Public-law privileges or disadvantages of birth or of rank are to be abolished. Titles of nobility are considered only as part of the name and may no longer be conferred.
Titles may be conferred only when they designate an office or calling; academic degrees are not hereby affected.
Orders and decorations may not be bestowed by the state.
No German may accept a title or order from a foreign government.
Article 110
Citizenship in the Empire and in the Lands is acquired and lost in accordance with the provisions of an Imperial statute. Every citizen of a Land is at the same time a citizen of the Empire.
Every German has in each Land of the Empire the same rights and duties as the citizens of the Land itself.
Article 111
All Germans enjoy freedom of travel and domicile throughout the whole Empire. Every one has the right to stay end settle at any desired place in the Empire, to acquire land, and to pursue any livelihood. Restrictions require an Imperial statute.
Article 112
Every German is entitled to emigrate to foreign countries. Emigration can be restricted only by an Imperial statute.
As against foreign countries all citizens of the Empire within and without the territory of the Empire have a claim to the protection of the Empire.
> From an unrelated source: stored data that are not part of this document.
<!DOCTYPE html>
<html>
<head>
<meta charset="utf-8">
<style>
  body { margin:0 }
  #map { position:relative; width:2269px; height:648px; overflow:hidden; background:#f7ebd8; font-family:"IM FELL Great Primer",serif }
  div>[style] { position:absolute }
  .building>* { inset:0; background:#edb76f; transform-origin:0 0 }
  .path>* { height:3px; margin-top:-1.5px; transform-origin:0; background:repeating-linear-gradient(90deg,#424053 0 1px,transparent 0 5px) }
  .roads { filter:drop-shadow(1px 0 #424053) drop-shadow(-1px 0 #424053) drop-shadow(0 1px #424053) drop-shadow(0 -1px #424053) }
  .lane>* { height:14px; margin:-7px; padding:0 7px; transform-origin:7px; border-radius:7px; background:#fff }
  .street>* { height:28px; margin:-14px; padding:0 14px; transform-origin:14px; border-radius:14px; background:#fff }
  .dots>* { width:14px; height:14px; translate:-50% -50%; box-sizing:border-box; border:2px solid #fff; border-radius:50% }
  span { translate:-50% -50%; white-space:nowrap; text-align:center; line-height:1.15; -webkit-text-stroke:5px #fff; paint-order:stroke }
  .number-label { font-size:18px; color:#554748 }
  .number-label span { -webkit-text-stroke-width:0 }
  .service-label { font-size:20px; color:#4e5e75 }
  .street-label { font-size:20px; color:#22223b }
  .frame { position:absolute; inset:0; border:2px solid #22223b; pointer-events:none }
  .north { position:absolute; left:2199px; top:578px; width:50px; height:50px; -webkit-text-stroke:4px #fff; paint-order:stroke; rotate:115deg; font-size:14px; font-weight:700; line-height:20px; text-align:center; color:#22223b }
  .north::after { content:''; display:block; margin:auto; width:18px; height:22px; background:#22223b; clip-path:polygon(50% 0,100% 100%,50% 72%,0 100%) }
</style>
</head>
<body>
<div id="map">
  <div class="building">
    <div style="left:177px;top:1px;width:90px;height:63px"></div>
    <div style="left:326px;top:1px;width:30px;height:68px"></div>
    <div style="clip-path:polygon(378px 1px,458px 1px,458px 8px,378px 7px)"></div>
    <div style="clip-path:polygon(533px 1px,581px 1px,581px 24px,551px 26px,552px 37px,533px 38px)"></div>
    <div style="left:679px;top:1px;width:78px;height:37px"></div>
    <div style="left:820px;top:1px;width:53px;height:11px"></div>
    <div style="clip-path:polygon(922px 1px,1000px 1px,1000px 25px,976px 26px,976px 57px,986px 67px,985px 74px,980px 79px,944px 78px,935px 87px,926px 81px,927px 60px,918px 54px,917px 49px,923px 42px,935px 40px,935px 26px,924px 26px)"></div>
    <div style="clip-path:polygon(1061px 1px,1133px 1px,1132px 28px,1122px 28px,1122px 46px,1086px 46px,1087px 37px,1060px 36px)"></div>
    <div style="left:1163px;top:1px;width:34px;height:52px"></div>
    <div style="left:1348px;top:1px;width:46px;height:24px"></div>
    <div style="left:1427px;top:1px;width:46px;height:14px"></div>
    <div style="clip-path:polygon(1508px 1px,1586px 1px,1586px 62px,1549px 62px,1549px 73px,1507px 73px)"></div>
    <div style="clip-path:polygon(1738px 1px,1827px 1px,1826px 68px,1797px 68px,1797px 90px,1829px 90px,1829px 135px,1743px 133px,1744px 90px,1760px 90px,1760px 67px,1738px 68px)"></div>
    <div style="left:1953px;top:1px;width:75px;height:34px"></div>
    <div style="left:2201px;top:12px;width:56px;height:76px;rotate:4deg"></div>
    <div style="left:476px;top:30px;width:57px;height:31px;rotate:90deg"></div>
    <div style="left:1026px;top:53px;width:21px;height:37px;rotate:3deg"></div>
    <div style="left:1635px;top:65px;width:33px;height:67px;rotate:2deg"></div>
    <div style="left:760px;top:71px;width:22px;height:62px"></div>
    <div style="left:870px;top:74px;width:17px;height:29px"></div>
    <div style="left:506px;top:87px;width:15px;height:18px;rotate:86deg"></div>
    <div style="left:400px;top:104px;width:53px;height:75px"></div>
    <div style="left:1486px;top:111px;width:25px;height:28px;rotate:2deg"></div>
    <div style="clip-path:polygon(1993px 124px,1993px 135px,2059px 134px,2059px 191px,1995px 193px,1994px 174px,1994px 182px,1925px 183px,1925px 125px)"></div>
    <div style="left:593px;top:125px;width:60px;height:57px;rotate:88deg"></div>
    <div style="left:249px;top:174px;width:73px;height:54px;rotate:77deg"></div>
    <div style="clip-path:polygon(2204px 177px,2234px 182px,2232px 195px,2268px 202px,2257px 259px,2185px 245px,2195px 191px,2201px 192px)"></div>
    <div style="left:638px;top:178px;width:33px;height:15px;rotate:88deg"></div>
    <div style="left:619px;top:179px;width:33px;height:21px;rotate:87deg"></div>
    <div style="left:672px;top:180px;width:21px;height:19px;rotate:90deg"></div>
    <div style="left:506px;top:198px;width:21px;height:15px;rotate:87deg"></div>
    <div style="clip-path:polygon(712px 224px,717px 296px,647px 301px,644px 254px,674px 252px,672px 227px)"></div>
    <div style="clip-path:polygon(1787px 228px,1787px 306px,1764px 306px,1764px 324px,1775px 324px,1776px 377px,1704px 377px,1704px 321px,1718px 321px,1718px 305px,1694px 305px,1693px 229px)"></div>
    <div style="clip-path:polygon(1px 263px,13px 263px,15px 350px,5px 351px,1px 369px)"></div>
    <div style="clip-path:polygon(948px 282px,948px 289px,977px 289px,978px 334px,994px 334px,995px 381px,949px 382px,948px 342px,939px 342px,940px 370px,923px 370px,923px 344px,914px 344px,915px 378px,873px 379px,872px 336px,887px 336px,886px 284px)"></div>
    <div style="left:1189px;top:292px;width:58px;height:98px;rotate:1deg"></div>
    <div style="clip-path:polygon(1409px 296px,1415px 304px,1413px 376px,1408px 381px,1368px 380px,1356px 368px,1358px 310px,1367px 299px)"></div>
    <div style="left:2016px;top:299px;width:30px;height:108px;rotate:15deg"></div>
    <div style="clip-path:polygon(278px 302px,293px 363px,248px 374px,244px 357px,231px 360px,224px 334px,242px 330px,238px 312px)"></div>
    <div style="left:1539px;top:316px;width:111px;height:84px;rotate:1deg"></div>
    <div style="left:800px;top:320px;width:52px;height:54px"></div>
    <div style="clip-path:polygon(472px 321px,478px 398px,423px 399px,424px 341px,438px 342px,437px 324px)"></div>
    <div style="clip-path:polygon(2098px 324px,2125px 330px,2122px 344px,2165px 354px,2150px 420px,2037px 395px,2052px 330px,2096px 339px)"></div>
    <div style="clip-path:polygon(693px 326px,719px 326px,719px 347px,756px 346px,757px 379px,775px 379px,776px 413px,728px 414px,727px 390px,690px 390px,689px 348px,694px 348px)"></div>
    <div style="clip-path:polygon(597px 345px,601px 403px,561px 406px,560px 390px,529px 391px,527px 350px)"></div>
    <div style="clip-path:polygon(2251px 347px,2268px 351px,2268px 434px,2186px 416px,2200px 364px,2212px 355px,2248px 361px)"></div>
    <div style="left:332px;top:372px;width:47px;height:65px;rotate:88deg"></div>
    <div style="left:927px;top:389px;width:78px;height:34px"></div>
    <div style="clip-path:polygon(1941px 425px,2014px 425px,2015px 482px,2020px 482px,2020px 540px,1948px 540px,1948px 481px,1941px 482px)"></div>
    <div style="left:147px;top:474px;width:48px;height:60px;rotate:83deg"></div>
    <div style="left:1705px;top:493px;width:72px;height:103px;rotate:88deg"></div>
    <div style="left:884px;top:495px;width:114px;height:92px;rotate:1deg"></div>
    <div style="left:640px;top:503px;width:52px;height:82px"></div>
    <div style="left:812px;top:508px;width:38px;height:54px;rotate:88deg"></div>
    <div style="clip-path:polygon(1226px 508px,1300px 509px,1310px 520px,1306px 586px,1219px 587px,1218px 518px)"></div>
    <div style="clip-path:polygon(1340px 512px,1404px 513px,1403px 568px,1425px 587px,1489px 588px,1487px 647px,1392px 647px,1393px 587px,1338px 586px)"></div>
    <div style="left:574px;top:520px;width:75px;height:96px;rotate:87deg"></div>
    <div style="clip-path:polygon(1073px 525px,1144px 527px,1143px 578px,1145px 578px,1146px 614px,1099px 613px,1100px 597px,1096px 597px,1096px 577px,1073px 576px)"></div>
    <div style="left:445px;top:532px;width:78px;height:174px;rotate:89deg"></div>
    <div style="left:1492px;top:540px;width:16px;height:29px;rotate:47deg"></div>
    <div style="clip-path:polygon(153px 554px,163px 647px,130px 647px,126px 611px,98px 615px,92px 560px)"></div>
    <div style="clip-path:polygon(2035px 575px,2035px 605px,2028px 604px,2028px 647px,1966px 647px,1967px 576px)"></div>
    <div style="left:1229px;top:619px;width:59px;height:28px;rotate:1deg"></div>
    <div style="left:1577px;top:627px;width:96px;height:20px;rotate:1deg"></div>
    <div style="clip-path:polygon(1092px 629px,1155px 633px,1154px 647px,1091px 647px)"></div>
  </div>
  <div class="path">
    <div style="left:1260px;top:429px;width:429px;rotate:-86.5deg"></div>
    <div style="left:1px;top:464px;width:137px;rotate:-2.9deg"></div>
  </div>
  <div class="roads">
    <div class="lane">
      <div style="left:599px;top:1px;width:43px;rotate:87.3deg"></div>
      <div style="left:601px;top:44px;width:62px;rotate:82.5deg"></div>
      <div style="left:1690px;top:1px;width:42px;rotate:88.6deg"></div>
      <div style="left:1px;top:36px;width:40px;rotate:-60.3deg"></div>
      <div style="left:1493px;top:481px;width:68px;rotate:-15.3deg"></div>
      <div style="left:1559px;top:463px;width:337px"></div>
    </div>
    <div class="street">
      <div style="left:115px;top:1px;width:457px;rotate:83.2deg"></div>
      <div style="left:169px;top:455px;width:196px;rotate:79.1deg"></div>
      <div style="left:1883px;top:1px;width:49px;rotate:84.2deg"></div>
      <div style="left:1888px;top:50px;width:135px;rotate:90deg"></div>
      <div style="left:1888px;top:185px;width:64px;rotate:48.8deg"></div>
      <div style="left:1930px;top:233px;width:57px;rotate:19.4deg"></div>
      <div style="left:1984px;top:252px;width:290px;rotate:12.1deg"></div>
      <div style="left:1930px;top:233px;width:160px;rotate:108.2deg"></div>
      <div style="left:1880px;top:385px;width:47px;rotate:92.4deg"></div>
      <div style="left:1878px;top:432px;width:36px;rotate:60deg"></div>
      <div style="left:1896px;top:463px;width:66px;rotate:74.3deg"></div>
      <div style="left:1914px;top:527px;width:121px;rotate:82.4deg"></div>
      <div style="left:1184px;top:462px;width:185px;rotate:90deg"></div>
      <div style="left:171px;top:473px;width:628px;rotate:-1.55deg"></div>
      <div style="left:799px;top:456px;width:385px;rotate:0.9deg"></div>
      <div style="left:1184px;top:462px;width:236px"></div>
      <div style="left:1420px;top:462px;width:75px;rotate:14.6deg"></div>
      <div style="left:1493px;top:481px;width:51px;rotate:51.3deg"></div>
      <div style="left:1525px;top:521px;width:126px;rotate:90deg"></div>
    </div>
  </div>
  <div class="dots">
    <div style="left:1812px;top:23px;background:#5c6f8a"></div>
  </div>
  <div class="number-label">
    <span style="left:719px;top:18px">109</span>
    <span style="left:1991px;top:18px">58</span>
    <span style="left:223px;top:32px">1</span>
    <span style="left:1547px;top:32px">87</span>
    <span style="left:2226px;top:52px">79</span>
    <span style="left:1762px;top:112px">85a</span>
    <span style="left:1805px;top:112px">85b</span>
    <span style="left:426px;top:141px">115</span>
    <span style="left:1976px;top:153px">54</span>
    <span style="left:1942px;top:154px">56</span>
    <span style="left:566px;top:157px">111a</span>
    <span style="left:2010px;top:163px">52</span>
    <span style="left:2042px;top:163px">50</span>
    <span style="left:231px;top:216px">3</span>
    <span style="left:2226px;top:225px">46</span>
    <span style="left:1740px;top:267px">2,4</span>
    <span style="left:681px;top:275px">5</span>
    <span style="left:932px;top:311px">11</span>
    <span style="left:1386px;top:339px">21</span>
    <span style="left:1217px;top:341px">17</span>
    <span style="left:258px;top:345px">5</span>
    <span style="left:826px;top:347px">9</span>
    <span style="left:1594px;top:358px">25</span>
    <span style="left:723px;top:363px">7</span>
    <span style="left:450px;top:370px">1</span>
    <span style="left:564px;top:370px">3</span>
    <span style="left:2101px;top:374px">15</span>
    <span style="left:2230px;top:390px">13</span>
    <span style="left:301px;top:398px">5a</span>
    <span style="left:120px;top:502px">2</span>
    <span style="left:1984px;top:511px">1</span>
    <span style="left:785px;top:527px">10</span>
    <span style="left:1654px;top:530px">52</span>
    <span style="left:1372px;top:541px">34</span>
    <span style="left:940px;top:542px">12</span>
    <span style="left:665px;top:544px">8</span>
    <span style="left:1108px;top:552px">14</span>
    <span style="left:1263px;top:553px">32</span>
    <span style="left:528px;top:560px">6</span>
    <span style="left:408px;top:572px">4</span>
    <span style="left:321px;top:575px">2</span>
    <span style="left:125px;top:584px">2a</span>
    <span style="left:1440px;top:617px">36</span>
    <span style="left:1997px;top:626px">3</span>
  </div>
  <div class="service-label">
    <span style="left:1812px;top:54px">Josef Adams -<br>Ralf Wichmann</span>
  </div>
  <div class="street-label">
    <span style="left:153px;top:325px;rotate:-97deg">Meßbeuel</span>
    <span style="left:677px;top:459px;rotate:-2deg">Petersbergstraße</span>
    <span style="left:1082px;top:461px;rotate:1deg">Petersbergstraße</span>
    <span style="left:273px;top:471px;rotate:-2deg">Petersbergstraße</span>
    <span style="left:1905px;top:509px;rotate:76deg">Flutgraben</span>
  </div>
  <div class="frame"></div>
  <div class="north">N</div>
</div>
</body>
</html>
No German may be delivered up to a foreign government for prosecution or punishment.
Article 113
The foreign-language elements of the population of the Empire may not be restricted by legislation and administration in their free, ethnological development, especially in the use of their mother tongue in education, nor in internal administration and the administration of justice.
Article 114
The freedom of the person is inviolable. A restriction or deprivation of personal freedom by public power is permissible only upon statutory grounds.
Persons who are deprived of their freedom are to be notified not later than the next following day by what authorities and upon what grounds the deprivation of freedom has been ordered; without delay opportunity is to be given them to object to the deprivation of their freedom.
Article 115
The home of every German is for him an asylum and inviolable. Exceptions are permissible only upon statutory grounds.
Article 116
An act can be punishable only when the penalty was fixed by statute before the act was committed.
Article 117
The privacy of letters and also that of the mail, telegraph and telephone are inviolable. Exceptions can be allowed only by Imperial statute.
Article 118
Every German has the right, within general statutory limitations, to express his opinion freely by word of mouth, writing, printing, picture or otherwise. No relationship of labor or employment may hinder him in this right, and no one may wrong him if he makes use of this right.
A censorship is not had; however, divergent provisions for moving pictures may be made by statute. And statutory measures are permissible for the suppression of trashy and obscene literature, and for the protection of young persons in public performances and exhibitions.